Wir haben die Termiten als Zerstörer in der Kultur und Aufräumer in der Natur kennengelernt: beides auf Grund ihrer ungeheuren Gefräßigkeit und des wenig Wählerischen ihrer Ernährung. Auch im eigenen Bau betätigt sich das in gewissem Sinne. Die Termitenburgen sind Muster von Reinlichkeit, von förmlich aufdringlicher Gesundheit. Aller Unrat, alles Minderwertige wird auch hier einfach weggefressen, die eigene Kultur ständig selbst aufgeräumt. Sie fressen die Häute, aus denen sie selber fahren, fressen die Leichen der eigenen abgelebten Genossen, ja, in einer unerbittlichen spartanischen Rassenhygiene sollen sie sogar als radikale Ärzte die Kranken, die Verkrüppelten, die Arbeitsunfähigen und dauernd Faulen einfach fortfressen – kurzer Hand.

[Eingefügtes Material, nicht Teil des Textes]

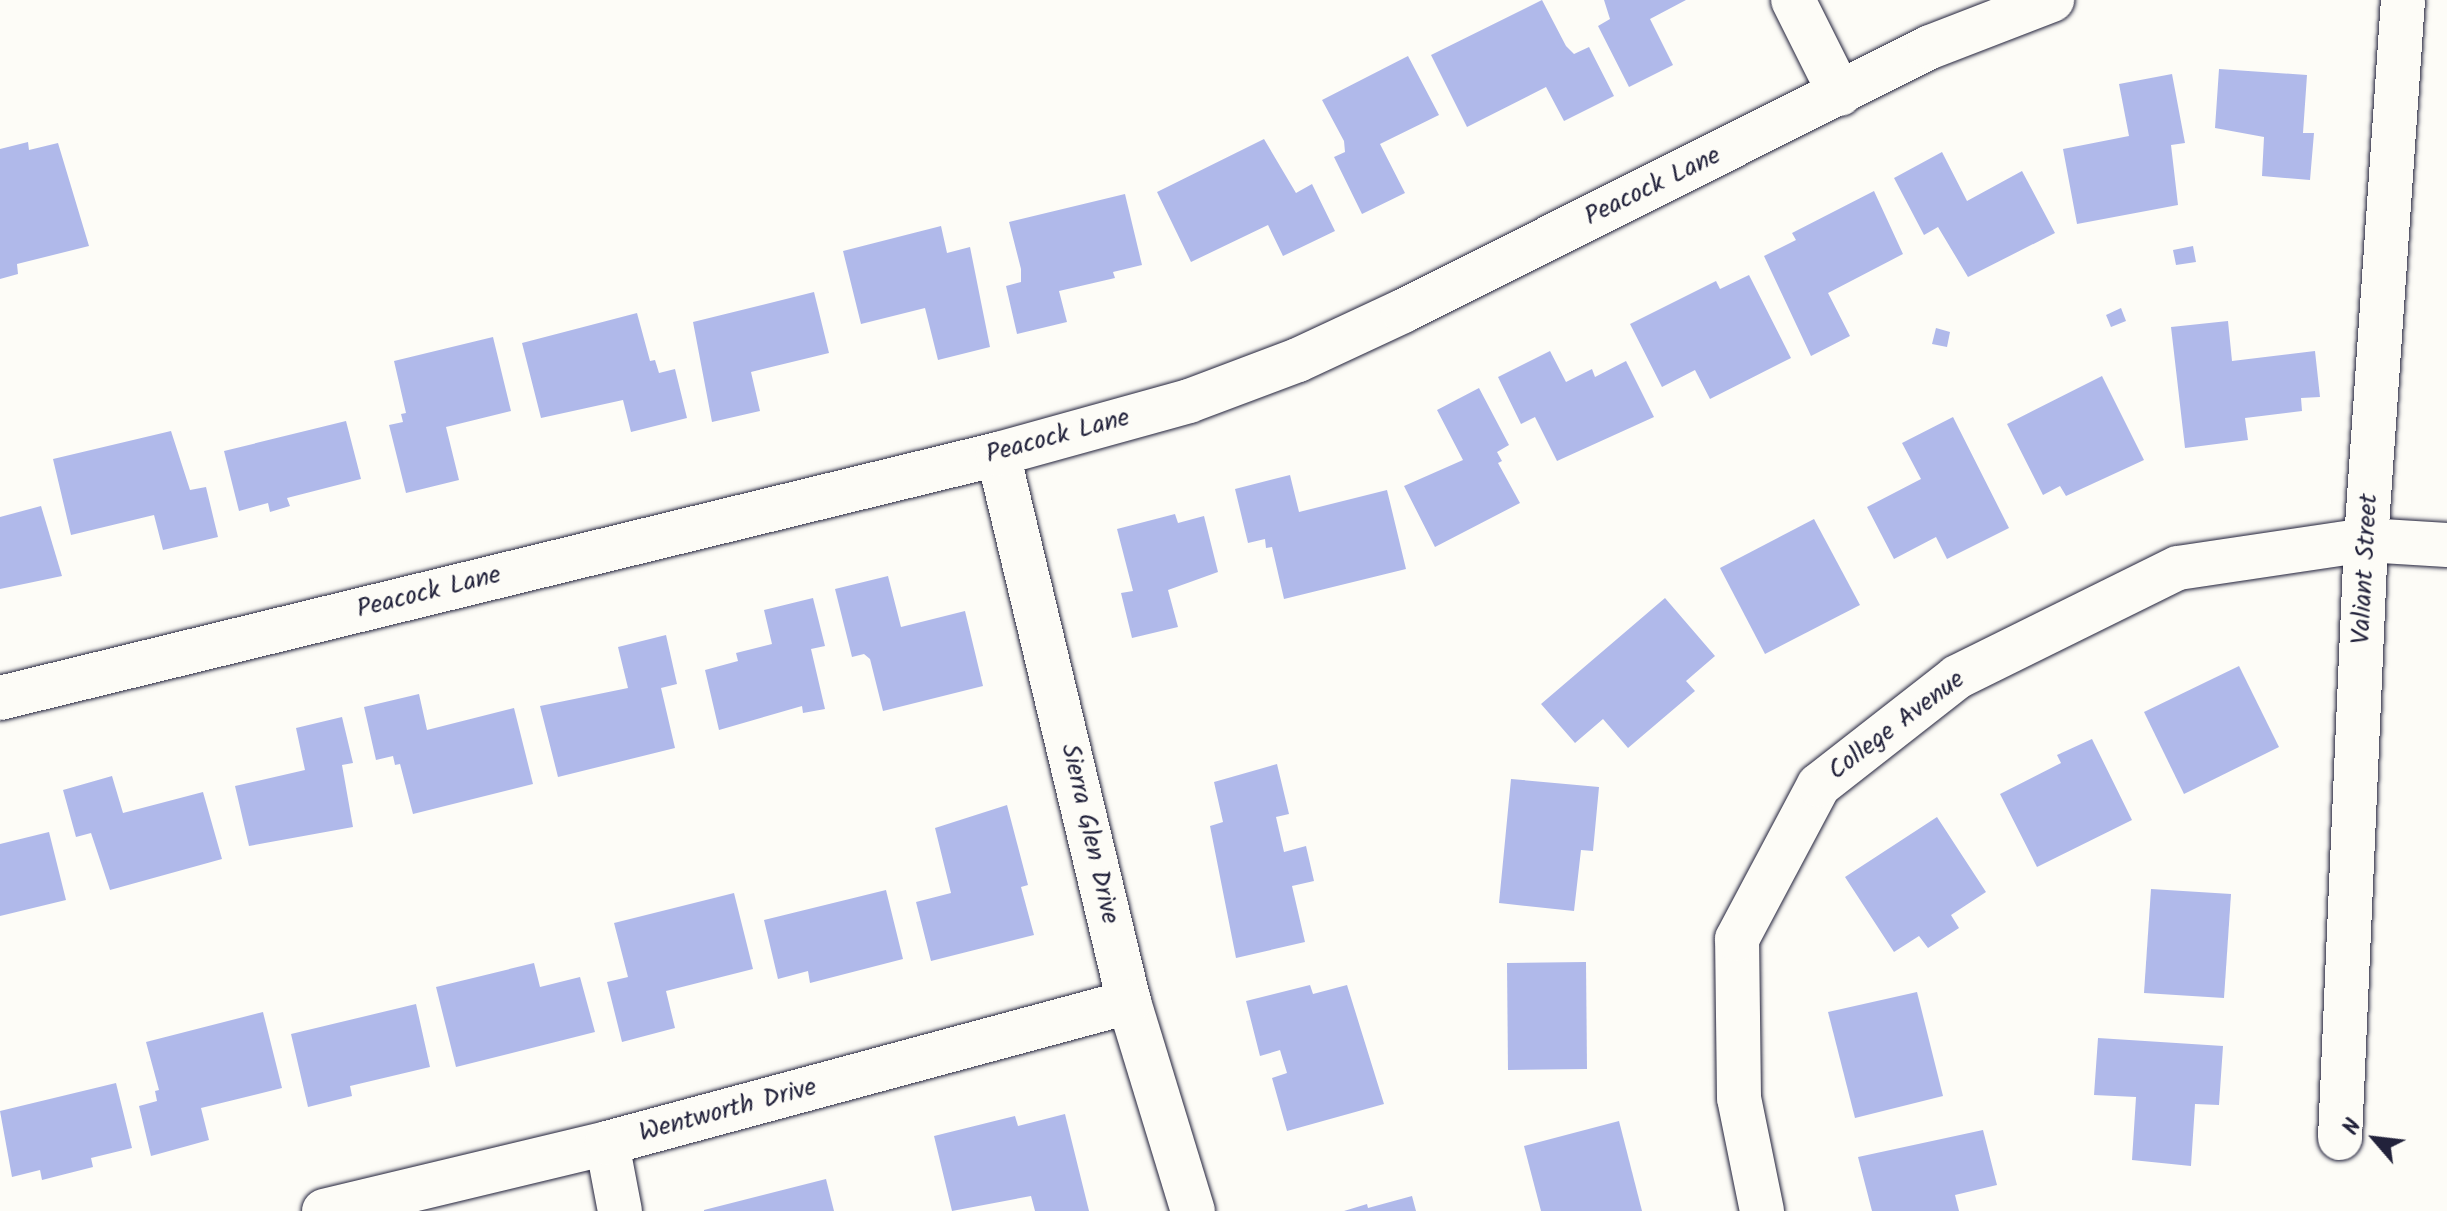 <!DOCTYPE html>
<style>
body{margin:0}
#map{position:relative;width:2447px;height:1211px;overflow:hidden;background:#fdfcf7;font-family:Kalam,sans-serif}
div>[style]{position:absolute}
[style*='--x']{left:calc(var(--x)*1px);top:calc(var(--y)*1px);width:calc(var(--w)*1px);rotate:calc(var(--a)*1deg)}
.building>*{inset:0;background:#b0b9ea}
.roads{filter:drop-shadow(0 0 2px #22223b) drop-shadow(0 0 2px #22223b)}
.minor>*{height:44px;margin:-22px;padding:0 22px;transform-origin:22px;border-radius:22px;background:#fdfcf7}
span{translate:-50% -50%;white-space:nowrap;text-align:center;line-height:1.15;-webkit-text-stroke:7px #fdfcf7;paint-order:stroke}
.street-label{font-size:26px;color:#22223b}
.north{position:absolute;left:2335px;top:1099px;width:80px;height:80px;-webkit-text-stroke:6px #fdfcf7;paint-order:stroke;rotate:298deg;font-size:22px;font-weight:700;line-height:32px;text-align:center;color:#22223b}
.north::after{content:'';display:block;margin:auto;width:28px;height:36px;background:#22223b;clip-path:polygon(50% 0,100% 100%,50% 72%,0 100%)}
</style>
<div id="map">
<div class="building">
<div style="clip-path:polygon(1542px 0,1566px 46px,1574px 54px,1589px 47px,1614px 96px,1564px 121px,1546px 87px,1467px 127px,1431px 55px)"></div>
<div style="clip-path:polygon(1604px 0,1686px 0,1650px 19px,1673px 65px,1629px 87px,1598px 26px,1610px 19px)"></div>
<div style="clip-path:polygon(1408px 56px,1439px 115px,1380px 144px,1405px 193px,1362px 214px,1334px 157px,1345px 152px,1344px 141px,1322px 100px)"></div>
<div style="clip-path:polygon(2219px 69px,2307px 75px,2303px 133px,2314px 133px,2310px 180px,2262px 176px,2264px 137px,2215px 128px)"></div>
<div style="clip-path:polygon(2172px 74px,2185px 143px,2171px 145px,2178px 205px,2077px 224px,2063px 149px,2129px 136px,2119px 84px)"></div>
<div style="clip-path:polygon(1264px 139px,1296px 193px,1312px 184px,1335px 231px,1283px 256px,1268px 225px,1191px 262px,1157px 192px)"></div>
<div style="clip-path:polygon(28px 142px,29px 150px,58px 143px,89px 246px,17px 264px,18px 274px,0 279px,0 149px)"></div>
<div style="clip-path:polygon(1942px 152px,1967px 201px,2022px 171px,2055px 233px,1968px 277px,1938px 227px,1924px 235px,1894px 178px)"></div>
<div style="clip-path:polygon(1874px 191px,1903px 254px,1828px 293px,1850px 336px,1811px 356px,1764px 256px,1796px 240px,1792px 233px)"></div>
<div style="clip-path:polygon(1125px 194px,1142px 265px,1113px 272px,1115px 278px,1059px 291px,1067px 322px,1017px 334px,1006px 286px,1021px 282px,1021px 269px,1009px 222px)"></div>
<div style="clip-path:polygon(941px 226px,947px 253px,970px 247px,990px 347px,938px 360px,925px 308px,861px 324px,843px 251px)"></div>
<div style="clip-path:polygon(2193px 246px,2196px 262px,2176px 265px,2173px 250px)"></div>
<div style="clip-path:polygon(1749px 275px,1791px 358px,1710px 399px,1695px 370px,1662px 387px,1630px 324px,1716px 281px,1720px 289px)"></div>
<div style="clip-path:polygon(814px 292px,829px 353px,751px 372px,760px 411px,712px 422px,693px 322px)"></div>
<div style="clip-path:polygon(2121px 308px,2126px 321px,2111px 327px,2106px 315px)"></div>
<div style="clip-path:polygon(637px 313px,650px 361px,655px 360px,659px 373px,675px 369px,687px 418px,631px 432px,623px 400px,541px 418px,522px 343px)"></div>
<div style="clip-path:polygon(2228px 321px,2232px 361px,2315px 351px,2320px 397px,2301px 398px,2302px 411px,2245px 418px,2248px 440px,2185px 448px,2171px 327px)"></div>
<div style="clip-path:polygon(1936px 328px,1950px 332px,1947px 347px,1932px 344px)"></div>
<div style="clip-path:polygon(493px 337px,511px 411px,446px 427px,459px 480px,406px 493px,389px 425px,403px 422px,401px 414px,406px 413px,394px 361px)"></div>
<div style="clip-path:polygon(1550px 351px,1566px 382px,1592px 369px,1595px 377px,1626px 361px,1654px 417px,1557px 461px,1535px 417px,1521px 424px,1498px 377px)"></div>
<div style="clip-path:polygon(2102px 376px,2144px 460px,2066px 496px,2060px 486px,2043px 495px,2007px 424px)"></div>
<div style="clip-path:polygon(1479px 388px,1509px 445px,1497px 452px,1502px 461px,1498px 463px,1520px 503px,1435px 547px,1404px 486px,1463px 460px,1437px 410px)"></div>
<div style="clip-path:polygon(1953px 417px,2009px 528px,1947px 559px,1936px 537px,1894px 559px,1867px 507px,1921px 479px,1902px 443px)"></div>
<div style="clip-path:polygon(346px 421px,361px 479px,287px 498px,290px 506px,270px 512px,268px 503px,239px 511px,224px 451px)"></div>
<div style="clip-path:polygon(171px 431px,190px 490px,206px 487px,218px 537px,163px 550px,154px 515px,71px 535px,53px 459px)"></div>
<div style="clip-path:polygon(1290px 475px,1299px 512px,1387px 490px,1406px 569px,1284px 599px,1272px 547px,1266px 548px,1265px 539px,1248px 543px,1235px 489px)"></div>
<div style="clip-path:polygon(41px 506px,62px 576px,0 589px,0 517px)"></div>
<div style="clip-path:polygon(1175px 514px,1178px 523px,1204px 516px,1218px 572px,1168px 590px,1178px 627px,1132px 638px,1121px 593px,1133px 591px,1117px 529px)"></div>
<div style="clip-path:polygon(1814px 519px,1860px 605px,1765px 654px,1720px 568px)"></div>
<div style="clip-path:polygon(888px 576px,901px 627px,965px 611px,983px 686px,883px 711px,870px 659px,864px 654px,852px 657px,835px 589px)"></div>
<div style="clip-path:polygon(813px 598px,825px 646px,811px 649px,825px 709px,803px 713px,802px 706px,719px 730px,705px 670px,738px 661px,736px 653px,772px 644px,764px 610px)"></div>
<div style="clip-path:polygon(1665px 598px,1715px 656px,1686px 681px,1695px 691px,1628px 748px,1603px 719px,1575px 743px,1541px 704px)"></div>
<div style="clip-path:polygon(666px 635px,677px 684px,661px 688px,675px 748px,558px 777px,540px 706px,628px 688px,618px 647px)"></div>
<div style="clip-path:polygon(2239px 666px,2279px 747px,2184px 794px,2144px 712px)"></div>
<div style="clip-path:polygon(419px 694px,427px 730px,514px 708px,533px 784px,413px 814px,400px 764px,395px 765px,393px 756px,376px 760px,364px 707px)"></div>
<div style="clip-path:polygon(342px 717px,353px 763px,342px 765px,353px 827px,249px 846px,235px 786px,305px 770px,296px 728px)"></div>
<div style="clip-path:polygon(2092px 739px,2132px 820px,2037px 867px,2000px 794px,2061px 763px,2057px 755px)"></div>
<div style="clip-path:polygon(1277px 764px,1289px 814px,1276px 817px,1284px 852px,1306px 846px,1314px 881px,1292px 886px,1305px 942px,1236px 958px,1210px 826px,1223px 822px,1214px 782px)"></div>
<div style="clip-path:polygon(112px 776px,123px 813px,203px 792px,222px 859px,110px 890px,91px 833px,76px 837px,63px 790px)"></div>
<div style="clip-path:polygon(1511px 779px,1599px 787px,1593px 851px,1581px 850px,1574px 911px,1499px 903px)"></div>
<div style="clip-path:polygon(1007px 805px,1028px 885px,1021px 887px,1034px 935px,931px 961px,916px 902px,951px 893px,935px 828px)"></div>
<div style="clip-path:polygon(1937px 817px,1986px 892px,1951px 915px,1959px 928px,1928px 948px,1919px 936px,1894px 952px,1845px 877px)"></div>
<div style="clip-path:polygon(49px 832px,66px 900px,0 916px,0 844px)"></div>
<div style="clip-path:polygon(2151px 889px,2231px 894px,2224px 998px,2144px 993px)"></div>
<div style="clip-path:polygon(886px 890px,903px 959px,810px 983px,808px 971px,778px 979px,764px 920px)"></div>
<div style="clip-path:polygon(734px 893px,753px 969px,666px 991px,675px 1028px,622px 1042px,607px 982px,628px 977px,614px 923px)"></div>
<div style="clip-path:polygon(1586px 962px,1587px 1069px,1508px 1070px,1507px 963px)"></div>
<div style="clip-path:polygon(534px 963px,540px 987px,580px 977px,595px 1032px,456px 1067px,436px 987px)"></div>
<div style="clip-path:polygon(1310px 985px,1313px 994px,1347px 985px,1384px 1104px,1287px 1131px,1272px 1078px,1287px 1073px,1280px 1050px,1260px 1056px,1246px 1001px)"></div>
<div style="clip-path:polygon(1917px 992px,1943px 1096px,1855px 1118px,1828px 1012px)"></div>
<div style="clip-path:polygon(416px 1004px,430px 1067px,350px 1086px,352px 1096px,308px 1107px,291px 1034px)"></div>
<div style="clip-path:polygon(263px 1012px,282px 1088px,201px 1108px,209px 1140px,151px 1156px,139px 1106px,157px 1101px,155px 1091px,159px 1090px,146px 1042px)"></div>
<div style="clip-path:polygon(2098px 1038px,2223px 1046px,2219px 1105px,2195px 1104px,2191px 1166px,2132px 1160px,2136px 1097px,2094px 1095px)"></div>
<div style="clip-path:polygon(116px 1083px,132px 1148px,91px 1158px,93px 1167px,42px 1180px,40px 1170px,12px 1177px,0 1111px)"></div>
<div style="clip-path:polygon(1065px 1114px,1089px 1211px,1035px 1211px,1031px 1196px,952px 1211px,934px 1136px,1015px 1116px,1018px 1126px)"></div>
<div style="clip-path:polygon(1619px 1121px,1642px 1211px,1541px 1211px,1524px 1146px)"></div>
<div style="clip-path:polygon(1983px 1130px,1997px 1185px,1955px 1195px,1959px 1211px,1872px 1211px,1858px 1157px)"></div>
<div style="clip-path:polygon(826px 1179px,834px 1211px,704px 1211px,704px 1210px)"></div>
<div style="clip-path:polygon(1412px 1196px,1416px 1211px,1344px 1211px,1367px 1204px,1368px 1208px)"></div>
</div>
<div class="roads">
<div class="minor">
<div style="--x:1793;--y:0;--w:105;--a:63.4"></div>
<div style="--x:998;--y:454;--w:563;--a:76.56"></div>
<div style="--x:1129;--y:1002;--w:219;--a:73"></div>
<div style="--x:0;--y:698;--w:1027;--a:-13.74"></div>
<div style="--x:998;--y:454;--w:198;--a:-15.5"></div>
<div style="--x:1189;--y:401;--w:116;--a:-20.6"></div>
<div style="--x:1298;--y:360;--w:116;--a:-25"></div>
<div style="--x:1403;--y:311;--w:589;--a:-26.61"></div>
<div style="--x:1930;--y:47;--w:131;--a:-21.1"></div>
<div style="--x:2340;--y:1138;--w:599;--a:-87.51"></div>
<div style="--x:2366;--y:540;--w:541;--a:-86.08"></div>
<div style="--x:607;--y:1143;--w:69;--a:79.2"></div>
<div style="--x:324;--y:1211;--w:291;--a:-13.5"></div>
<div style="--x:607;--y:1143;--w:541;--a:-15.12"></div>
<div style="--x:1762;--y:1211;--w:115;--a:-101.5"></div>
<div style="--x:1739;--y:1098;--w:159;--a:-90.7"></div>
<div style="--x:1737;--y:939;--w:174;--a:-62"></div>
<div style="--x:1819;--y:785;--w:175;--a:-38"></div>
<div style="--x:1957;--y:677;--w:246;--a:-26.3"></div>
<div style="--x:2178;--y:568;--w:190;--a:-8.5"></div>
<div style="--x:2366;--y:540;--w:81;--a:3.5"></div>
</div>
</div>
<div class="street-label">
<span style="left:1653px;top:187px;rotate:-26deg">Peacock Lane</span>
<span style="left:1058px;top:437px;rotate:-15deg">Peacock Lane</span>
<span style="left:2366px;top:569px;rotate:-87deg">Valiant Street</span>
<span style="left:429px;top:593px;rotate:-14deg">Peacock Lane</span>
<span style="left:1897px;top:726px;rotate:-37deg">College Avenue</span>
<span style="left:1089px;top:834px;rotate:77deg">Sierra Glen Drive</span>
<span style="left:728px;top:1111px;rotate:-15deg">Wentworth Drive</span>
</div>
<div class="north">N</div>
</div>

Was dem Staatsgedanken nicht mehr dient, das wird gleichsam selber für Holz genommen und wenigstens so in die große Maschine verfeuert. (Bei den Ameisen sind, wie ich immerhin einflechten möchte, Fälle mit Sicherheit erwiesen, wo sie kranken Genossinnen gegenüber auch eine unverkennbare Pflege gewährten – es muß also offen bleiben, ob nicht bei Termiten auch unter Umständen wenigstens diese mildere Form statthat.) Dabei bietet aber die Art dieses Fressens im einzelnen noch Sonderbares genug.

Man hat sich lange den Kopf zerbrochen, wie es überhaupt möglich sei, daß Tiere mehr oder minder ausschließlich von Holzstoffen (Zellulose) leben könnten, was doch zahlreiche Termitenarten unzweideutig zu tun schienen. Man versteht, daß sie bei der minimalen Nährkraft wohl unerhörte Massen durch ihren Darm treiben müssen. Aber grade in letzter Zeit hat man sich vergewissern dürfen (ich folge hier wesentlich Paul Buchners lichtvoller Darstellung), daß selbst das nichts nützte, spränge nicht noch eine geheime Hilfe ein. Im erweiterten Darm jener völlig holzfressenden Arten leben nämlich gewisse Urtierchen (Protozoen) vom Geschlecht der sog. Flagellaten in ungeheuren Massen, die in einer gewissen festen Gemeinschaft ( Symbiose) mit der Termite stehen. Der Darm selbst kann die Zellulose des Holzes in der Regel überhaupt nicht auflösen, aber diese winzigen Insassen vermögen es dank gewisser Eigenschaften, wie sie ja auch sonst dieses Urreich noch bewährt. Die Termite schluckt also zunächst bloß unverdauliches Holz, die Flagellaten aber erschließen es ihr, indem sie es selbst kräftig angreifen, zersetzen, wenigstens zum Teil auch der Termite darmgerecht als Nahrung machen. Cleveland hat den Sachverhalt in den letzten Jahren durch anscheinend untrügliche Versuche festgestellt, indem er künstlich die Flagellaten in der lebendigen Termite tötete und diese Termite trotz dick mit Holz erfülltem Wanst verhungern sah. Man schaut hier einmal wieder auf eines der lehrreichsten Schutz- und Trutzbündnisse zu gemeinsamem Nutzen in der Natur.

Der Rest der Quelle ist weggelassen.